***** MATERIAL SHOWN

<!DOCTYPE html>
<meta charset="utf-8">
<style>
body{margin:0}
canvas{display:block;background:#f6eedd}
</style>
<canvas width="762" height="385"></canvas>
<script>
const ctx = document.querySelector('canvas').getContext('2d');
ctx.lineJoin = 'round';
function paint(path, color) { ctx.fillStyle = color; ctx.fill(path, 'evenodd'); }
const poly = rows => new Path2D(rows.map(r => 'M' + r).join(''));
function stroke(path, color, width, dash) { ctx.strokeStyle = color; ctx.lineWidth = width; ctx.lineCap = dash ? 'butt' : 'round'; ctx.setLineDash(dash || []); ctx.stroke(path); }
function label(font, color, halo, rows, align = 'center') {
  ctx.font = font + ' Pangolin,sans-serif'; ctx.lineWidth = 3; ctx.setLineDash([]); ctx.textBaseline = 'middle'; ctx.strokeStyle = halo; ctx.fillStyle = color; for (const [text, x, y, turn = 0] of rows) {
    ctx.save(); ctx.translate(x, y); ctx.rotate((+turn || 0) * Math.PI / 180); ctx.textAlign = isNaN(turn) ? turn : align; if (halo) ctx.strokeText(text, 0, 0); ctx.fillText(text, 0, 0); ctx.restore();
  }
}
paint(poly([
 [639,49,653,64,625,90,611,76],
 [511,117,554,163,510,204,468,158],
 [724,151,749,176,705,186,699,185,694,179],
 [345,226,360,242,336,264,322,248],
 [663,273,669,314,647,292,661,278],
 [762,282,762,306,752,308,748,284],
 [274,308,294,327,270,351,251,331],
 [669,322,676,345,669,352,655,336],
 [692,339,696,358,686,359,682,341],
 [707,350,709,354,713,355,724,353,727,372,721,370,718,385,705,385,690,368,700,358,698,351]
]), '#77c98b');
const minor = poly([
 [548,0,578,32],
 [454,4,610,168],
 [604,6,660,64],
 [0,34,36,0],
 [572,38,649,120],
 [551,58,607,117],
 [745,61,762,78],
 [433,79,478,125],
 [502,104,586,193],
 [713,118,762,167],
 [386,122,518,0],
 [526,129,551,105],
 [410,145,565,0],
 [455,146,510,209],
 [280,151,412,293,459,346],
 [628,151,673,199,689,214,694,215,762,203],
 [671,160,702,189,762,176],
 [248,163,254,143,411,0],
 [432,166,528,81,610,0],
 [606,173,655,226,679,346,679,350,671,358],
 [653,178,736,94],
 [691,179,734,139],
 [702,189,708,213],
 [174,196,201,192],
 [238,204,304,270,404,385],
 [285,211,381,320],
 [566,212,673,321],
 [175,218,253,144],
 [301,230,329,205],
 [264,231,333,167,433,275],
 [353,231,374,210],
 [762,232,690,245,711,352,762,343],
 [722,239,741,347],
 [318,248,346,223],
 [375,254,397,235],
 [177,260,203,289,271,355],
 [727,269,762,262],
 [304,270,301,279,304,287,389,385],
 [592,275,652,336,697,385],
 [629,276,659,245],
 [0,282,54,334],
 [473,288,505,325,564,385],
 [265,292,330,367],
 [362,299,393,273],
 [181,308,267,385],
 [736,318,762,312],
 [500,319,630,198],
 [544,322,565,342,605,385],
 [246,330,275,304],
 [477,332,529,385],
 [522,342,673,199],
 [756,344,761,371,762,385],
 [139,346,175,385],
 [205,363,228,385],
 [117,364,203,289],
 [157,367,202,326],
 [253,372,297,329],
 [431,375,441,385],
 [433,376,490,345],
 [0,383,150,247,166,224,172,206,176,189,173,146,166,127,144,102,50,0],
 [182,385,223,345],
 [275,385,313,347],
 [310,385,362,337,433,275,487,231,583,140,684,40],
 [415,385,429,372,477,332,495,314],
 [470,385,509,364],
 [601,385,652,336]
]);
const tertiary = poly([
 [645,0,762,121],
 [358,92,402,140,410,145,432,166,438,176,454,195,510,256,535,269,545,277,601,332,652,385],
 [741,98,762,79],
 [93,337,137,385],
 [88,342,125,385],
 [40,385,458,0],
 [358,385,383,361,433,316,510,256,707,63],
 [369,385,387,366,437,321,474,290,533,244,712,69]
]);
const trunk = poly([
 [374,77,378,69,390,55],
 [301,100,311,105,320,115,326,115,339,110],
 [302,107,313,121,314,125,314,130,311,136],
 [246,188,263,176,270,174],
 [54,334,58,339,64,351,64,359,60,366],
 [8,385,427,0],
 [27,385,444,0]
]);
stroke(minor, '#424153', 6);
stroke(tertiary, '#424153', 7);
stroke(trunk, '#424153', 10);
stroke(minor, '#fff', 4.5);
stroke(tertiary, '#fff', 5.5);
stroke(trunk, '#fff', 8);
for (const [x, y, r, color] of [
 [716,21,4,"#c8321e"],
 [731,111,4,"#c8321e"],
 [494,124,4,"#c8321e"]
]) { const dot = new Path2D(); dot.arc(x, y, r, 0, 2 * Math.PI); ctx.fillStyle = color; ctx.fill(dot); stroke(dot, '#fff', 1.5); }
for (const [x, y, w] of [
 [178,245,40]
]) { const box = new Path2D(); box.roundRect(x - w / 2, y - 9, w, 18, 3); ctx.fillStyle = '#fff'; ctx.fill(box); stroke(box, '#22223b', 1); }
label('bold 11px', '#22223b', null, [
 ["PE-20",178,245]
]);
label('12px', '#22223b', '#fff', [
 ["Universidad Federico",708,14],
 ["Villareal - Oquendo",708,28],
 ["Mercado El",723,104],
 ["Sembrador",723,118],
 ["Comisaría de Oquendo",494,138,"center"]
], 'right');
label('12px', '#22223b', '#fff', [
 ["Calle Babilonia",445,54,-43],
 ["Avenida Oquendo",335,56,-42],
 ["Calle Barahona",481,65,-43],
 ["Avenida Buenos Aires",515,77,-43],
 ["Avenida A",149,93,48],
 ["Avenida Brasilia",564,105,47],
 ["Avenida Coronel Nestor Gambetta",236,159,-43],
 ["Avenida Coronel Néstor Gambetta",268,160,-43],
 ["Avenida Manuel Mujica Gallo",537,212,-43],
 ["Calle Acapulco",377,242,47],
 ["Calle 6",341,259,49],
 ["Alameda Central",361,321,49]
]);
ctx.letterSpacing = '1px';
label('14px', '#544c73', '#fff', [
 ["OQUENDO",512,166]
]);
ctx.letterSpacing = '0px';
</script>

**********

• _TO DO_
The stretch of entries above that starts with the line containing "function paint(path, color)" and goes on through the line containing "ctx.font = font" is to be transcribed exactly, and no other line is to be transcribed.

• _YOUR RESPONSE_
function paint(path, color) { ctx.fillStyle = color; ctx.fill(path, 'evenodd'); }
const poly = rows => new Path2D(rows.map(r => 'M' + r).join(''));
function stroke(path, color, width, dash) { ctx.strokeStyle = color; ctx.lineWidth = width; ctx.lineCap = dash ? 'butt' : 'round'; ctx.setLineDash(dash || []); ctx.stroke(path); }
function label(font, color, halo, rows, align = 'center') {
  ctx.font = font + ' Pangolin,sans-serif'; ctx.lineWidth = 3; ctx.setLineDash([]); ctx.textBaseline = 'middle'; ctx.strokeStyle = halo; ctx.fillStyle = color; for (const [text, x, y, turn = 0] of rows) {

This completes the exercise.